I still believe that, near the end of class, he hinted to us that planes had crashed in New York City — I can’t recall if it he had said it was a terrorist attack or not, or for sure if he said they had hit major buildings. I would imagine so, however, as when I went to 3rd period I recall being aware, before the TV was finally set up, that the World Trade Center had been damaged or destroyed.

Third period was was where we finally got to focus on the event, rigging up not yet re-mounted on the wall TV set on a desk and tuning in to whatever news we could pick up. Recall this was still in the analog TV days, and these sets were normally used for internal school video — we had no antenna so we did the best we could, getting nothing but a fuzzy image of smoke and what barely looked like a city.

The feeling at that point was one of absolute emptiness — it was a unique feeling I don’t think I’ve ever experienced since that day. Remember, I grew up with strange things happening, but things that felt oddly localized, like Waco, OKC, Columbine… this felt different; it was as if nothing was safe. Aircraft being used to destroy some of the tallest buildings in the world, if that’s where these people started what would they end with?

In many areas, schools let out and businesses closed as a result of the attacks that morning.
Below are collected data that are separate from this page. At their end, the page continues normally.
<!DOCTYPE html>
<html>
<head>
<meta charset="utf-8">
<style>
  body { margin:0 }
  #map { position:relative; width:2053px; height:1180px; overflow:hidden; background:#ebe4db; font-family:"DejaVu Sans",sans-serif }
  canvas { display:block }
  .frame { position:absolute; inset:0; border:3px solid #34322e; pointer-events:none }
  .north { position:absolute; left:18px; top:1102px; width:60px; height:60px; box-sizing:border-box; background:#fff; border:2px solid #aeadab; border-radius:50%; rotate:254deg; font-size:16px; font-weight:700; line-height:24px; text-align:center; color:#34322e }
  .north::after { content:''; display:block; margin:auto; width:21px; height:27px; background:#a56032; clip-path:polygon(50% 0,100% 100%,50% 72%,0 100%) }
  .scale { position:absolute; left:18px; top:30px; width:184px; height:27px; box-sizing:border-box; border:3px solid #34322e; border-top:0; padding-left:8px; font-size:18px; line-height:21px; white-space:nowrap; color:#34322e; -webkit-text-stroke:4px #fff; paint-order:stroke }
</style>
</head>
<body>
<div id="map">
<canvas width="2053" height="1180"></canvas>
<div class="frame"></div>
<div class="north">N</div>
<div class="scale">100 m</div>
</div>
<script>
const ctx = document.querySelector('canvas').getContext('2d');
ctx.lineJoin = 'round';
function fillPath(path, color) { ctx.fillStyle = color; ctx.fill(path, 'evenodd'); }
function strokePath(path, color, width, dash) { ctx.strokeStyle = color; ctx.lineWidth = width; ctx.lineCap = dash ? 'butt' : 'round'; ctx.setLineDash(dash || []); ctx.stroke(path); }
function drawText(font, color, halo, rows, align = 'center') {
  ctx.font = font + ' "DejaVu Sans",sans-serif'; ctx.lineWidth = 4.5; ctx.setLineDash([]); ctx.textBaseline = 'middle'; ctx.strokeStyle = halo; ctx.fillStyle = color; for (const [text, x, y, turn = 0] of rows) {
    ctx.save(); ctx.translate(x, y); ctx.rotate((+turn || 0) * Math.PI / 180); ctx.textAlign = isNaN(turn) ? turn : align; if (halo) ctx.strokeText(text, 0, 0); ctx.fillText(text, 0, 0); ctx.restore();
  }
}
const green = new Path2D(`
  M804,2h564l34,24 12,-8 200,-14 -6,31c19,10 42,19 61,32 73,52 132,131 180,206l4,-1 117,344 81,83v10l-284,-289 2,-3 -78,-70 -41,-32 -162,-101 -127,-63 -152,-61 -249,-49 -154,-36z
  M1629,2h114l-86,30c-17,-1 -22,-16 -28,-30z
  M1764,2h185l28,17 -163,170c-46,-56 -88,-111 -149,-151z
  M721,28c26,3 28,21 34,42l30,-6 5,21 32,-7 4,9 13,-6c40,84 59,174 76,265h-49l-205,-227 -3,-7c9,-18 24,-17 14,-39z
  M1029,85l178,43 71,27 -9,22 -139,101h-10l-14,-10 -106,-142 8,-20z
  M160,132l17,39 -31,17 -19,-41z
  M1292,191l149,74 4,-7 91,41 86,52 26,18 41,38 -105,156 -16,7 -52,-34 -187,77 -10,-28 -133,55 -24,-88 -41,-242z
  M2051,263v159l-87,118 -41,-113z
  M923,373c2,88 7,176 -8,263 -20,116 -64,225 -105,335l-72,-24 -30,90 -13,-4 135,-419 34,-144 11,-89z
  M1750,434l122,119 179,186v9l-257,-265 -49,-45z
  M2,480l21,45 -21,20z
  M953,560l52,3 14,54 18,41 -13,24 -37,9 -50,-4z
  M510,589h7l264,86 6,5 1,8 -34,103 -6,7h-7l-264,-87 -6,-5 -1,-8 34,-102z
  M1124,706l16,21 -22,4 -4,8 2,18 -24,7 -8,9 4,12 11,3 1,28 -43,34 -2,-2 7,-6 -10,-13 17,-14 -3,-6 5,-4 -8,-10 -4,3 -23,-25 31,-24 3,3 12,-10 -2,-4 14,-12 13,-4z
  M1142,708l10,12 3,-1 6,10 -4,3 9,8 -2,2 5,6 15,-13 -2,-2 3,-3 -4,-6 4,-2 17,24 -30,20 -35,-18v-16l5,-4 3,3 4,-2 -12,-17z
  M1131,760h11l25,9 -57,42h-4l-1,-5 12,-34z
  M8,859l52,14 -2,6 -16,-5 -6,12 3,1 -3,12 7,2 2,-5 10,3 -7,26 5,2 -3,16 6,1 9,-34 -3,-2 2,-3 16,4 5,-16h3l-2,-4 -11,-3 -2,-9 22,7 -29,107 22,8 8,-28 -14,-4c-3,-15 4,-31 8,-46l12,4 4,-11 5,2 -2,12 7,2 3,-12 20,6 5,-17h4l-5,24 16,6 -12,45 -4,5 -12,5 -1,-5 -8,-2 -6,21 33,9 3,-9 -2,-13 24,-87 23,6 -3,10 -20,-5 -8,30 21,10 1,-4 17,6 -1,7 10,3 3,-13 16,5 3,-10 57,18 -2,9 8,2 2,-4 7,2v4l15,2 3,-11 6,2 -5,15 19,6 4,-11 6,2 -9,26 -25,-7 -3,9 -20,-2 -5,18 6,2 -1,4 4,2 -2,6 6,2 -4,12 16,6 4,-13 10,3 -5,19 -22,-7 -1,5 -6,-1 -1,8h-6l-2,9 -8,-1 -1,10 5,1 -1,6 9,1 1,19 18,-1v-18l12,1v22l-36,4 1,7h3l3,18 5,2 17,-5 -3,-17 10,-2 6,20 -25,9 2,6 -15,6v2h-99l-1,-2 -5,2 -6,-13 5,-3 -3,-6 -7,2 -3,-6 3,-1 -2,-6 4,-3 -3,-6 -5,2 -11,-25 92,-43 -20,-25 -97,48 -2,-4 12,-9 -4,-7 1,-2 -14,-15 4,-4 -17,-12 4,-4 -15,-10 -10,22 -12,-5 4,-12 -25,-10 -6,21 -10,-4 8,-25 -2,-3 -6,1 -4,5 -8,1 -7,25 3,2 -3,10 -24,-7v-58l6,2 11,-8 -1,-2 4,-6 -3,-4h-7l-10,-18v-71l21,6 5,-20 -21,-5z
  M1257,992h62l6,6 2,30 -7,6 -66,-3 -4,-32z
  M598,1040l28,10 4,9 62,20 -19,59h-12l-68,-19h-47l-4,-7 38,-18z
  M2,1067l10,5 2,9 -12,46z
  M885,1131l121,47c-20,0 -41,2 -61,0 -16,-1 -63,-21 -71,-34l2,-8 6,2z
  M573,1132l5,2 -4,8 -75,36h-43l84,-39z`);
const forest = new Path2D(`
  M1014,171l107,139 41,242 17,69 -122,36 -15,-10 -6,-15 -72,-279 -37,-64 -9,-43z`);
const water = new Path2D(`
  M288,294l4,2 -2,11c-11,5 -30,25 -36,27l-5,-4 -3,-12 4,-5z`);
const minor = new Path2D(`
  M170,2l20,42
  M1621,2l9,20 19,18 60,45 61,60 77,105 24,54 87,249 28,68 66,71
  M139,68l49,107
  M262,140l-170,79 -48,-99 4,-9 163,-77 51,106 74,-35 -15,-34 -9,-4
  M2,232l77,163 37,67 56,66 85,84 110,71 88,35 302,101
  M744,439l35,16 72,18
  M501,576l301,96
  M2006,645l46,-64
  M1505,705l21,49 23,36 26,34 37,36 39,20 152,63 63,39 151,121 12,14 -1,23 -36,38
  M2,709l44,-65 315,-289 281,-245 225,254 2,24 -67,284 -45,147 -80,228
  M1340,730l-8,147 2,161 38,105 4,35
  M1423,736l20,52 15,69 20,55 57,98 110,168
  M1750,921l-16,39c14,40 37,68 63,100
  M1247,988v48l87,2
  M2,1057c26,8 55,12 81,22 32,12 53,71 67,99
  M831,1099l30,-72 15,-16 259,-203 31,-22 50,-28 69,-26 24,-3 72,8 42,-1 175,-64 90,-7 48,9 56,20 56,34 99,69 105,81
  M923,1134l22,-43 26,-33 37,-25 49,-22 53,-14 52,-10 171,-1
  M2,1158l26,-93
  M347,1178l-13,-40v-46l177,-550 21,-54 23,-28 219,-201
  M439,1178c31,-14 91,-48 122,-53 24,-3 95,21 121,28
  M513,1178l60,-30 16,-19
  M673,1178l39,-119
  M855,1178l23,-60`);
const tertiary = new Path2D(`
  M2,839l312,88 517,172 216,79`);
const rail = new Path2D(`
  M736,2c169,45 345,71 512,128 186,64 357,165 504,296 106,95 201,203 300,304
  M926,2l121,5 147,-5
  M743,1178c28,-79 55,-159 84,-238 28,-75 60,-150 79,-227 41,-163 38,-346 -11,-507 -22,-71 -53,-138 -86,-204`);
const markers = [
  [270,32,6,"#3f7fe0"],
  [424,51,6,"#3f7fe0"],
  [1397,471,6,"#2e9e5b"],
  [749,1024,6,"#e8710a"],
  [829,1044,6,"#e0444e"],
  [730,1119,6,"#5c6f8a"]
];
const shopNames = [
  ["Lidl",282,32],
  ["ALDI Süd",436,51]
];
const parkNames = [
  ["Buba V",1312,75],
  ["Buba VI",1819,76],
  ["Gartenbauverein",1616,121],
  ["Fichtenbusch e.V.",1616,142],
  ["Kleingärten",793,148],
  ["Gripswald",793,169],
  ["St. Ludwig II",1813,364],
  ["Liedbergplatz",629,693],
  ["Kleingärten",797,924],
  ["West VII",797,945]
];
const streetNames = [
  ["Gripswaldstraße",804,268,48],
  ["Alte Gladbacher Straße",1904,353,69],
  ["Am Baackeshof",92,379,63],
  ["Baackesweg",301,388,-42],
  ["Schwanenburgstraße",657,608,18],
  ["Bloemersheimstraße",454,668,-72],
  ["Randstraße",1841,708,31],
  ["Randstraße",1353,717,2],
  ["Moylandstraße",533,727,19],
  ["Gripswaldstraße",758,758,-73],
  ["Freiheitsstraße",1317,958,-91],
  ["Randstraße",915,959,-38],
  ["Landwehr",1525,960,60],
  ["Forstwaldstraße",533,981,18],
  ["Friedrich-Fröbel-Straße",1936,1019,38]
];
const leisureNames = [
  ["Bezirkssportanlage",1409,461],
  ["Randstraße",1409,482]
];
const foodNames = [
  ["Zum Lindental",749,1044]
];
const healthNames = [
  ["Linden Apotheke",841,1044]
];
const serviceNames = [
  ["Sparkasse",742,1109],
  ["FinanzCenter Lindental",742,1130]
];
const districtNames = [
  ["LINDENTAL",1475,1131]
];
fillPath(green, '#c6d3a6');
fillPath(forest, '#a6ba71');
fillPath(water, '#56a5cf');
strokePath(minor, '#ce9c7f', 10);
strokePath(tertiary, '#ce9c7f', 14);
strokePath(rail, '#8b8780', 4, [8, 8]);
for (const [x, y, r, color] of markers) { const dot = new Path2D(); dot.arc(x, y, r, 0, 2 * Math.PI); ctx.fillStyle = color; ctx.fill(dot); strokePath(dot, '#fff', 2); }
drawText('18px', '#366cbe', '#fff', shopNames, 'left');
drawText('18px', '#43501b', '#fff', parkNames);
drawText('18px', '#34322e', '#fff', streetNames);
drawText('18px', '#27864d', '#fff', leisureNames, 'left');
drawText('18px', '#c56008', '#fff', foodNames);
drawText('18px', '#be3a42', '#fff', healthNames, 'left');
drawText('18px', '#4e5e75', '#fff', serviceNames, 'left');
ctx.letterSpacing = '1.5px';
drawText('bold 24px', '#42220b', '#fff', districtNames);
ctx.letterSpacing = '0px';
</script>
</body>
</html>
That wasn’t the case for my high school. We continued to have what class we could, but neither we the students nor the teachers could really focus. In Electronics class, where we traditionally did nothing but play computer games (thanks, Mr. Whitt) I spent my time looking at the CNN webpage and finally being able to clearly see what had happened.

At that point the feeling of emptiness had somewhat waned, only to come and go again in the coming weeks — at that point I began to just take in all of what had happened in the past few hours, and to think more about the fact that I lived at a time where this happened. We all knew this would be a major event in our lives; indeed, in the world, but to think that a war that would spawn from it would end, in failure, just a few weeks shy of 20 years after the event happened, or that we still wouldn’t have some questions answered from it…. well, it wasn’t anything to ponder at that time.

Such was all new to me. Again, I was 16 — what would, or could, I know about world politics? About terrorism? About Afghanistan, the Mujaheddin, Bin Laden… any of that! Nothing much beyond some historic events like Munich and the Lockerbie Scotland bombings. Certainly I did recall the 1993 Trade Center bombing, but beyond that I didn’t know much else on the subject. That would very quickly change in the coming months and years.

I’ve never truly felt “safe” again since that day. That was the event, of all of them, which told me “shit can happen anywhere, at any time, to anyone.” If those beautiful towers, standing tall and strong in such an amazing city as New York could be devastated in 102 minutes, killing thousands of workers inside, well, what else could happen where?

I’m lucky to have had no direct connection to the events of that day… if I felt that bad, and still feel pain from it 20 years later as just a person to have seen it in passing, I can only imagine how those more directly affected feel.

The damage done to a generation is very real, so if you were born too close to, or after the event, to have experienced it just know it really was a most unique feeling of emptiness and vulnerability and that for most of us that feeling never really left.